WHAT THE TASK ASKS:
In the records below, tally every line containing "circle". Report only the total.

DATA FOR PROCESSING:
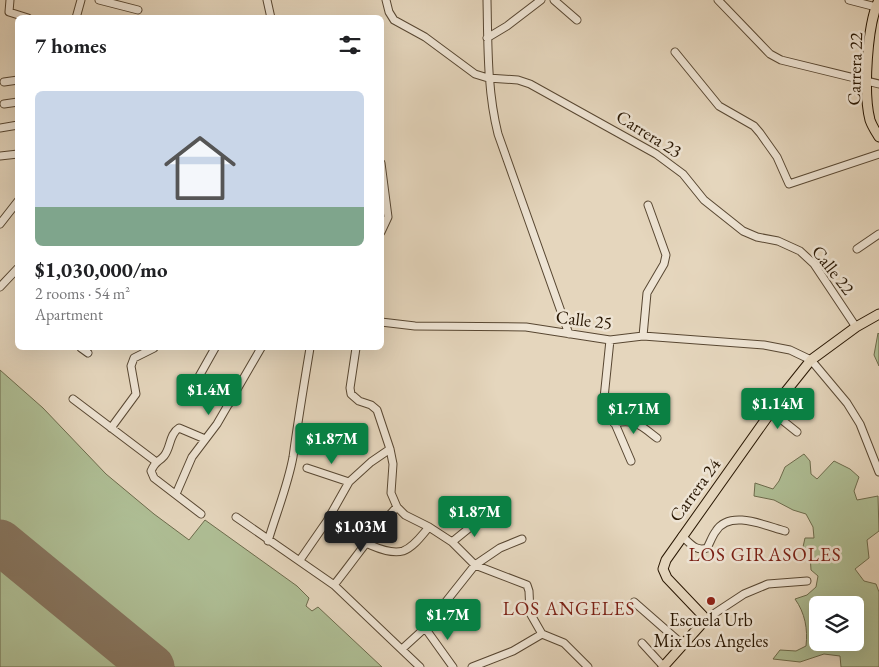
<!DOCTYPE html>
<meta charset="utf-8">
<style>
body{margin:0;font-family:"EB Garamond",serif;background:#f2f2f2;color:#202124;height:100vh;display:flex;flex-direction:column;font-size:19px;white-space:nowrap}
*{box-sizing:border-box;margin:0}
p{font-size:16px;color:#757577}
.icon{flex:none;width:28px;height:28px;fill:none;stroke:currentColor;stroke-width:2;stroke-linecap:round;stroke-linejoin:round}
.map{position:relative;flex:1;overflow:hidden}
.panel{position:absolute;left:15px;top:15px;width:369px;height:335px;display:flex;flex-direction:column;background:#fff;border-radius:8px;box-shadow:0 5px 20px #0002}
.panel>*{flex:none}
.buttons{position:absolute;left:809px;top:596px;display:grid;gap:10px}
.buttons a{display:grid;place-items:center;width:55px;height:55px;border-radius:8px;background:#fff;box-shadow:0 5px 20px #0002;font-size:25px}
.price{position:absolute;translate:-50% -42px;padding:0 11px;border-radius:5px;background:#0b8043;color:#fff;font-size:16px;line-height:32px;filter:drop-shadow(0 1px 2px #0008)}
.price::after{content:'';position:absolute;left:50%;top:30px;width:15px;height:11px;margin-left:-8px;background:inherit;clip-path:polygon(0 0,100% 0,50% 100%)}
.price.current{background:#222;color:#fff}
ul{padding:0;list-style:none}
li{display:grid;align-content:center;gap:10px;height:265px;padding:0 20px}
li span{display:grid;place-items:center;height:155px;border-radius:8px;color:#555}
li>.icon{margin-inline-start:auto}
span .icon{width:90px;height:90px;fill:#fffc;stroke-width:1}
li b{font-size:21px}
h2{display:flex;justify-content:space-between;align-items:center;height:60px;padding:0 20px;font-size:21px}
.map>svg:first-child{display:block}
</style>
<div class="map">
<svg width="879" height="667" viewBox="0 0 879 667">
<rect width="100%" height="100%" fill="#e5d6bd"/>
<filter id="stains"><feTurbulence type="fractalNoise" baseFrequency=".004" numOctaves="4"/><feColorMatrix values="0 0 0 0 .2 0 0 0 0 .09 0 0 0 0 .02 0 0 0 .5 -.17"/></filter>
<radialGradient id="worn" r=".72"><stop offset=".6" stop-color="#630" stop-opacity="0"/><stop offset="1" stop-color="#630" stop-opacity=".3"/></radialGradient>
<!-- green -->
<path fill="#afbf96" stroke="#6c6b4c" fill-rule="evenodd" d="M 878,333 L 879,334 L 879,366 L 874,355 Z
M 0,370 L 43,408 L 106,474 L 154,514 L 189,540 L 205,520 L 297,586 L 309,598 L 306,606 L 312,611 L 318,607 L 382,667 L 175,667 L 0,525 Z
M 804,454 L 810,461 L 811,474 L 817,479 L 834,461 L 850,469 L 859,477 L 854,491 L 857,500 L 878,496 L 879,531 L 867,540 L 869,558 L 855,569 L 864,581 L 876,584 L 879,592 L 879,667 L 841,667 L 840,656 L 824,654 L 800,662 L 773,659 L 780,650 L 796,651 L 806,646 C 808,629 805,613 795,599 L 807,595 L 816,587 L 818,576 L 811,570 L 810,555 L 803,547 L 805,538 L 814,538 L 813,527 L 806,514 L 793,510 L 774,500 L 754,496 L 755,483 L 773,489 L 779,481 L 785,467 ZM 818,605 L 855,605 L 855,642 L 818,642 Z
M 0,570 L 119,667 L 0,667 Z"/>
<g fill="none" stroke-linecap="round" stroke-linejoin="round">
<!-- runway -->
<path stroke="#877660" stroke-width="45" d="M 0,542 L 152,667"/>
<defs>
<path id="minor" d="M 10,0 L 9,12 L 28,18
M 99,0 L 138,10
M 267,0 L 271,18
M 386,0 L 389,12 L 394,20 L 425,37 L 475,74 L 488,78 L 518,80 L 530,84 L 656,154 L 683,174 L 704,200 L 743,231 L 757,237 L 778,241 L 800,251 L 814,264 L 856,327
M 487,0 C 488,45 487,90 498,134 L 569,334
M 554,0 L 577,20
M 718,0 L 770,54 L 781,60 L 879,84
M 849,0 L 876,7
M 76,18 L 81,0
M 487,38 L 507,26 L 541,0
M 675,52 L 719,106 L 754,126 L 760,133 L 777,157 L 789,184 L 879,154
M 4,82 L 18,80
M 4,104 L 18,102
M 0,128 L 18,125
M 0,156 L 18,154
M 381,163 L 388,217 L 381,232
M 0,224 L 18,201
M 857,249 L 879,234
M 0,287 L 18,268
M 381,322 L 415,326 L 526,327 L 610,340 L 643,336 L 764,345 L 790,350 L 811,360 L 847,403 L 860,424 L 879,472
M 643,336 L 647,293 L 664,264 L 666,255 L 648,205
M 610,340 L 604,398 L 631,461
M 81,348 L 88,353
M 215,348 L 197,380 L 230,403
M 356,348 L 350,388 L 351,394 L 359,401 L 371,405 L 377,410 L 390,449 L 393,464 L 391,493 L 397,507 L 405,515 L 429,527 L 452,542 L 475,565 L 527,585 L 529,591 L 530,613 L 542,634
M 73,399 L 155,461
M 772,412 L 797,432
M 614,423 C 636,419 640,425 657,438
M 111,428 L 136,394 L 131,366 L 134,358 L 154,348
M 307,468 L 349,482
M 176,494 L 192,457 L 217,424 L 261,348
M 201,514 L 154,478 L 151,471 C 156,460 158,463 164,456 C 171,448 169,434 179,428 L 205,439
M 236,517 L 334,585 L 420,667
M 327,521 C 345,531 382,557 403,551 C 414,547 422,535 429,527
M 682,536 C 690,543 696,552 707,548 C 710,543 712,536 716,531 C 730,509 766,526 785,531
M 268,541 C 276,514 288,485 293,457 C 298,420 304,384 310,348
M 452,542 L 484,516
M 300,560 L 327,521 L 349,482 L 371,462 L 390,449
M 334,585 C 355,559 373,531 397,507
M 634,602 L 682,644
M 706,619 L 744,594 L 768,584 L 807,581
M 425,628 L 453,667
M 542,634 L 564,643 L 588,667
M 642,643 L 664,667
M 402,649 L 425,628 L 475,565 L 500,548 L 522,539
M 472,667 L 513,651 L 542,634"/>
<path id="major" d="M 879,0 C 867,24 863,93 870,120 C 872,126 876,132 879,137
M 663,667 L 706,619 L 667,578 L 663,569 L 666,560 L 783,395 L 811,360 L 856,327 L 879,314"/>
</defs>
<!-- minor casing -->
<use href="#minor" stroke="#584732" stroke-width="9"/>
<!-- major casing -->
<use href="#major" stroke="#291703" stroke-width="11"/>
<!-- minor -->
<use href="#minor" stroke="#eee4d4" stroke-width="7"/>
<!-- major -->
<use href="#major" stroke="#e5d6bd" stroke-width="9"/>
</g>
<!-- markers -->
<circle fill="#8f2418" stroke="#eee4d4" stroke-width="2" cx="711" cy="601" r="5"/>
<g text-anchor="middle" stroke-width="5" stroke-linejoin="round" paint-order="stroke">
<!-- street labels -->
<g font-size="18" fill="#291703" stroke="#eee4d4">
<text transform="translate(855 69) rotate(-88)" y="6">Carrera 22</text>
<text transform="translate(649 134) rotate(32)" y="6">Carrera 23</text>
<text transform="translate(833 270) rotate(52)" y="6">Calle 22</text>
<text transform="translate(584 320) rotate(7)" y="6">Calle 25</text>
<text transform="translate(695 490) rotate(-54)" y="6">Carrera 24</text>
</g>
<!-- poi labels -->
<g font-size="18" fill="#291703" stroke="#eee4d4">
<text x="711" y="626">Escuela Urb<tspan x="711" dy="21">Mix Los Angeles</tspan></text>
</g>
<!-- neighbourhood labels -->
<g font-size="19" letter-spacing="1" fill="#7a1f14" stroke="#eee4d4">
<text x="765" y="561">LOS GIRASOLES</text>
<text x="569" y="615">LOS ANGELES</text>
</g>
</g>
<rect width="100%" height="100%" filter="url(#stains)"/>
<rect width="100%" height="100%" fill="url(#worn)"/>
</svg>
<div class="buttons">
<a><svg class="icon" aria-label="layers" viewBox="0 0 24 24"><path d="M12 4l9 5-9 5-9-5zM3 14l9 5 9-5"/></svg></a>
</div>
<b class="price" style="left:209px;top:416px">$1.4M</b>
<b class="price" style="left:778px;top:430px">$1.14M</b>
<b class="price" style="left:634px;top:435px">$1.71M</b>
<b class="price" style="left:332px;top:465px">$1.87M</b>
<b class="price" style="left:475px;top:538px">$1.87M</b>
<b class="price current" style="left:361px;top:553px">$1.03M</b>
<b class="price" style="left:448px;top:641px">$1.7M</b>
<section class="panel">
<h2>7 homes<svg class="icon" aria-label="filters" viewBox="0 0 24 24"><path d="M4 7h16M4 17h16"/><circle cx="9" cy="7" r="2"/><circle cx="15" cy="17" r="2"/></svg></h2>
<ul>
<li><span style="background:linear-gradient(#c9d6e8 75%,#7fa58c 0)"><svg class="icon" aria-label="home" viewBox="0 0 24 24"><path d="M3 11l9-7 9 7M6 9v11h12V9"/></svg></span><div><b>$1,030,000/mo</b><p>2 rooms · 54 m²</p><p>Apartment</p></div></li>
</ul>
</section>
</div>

REPLY TO THE TASK:
2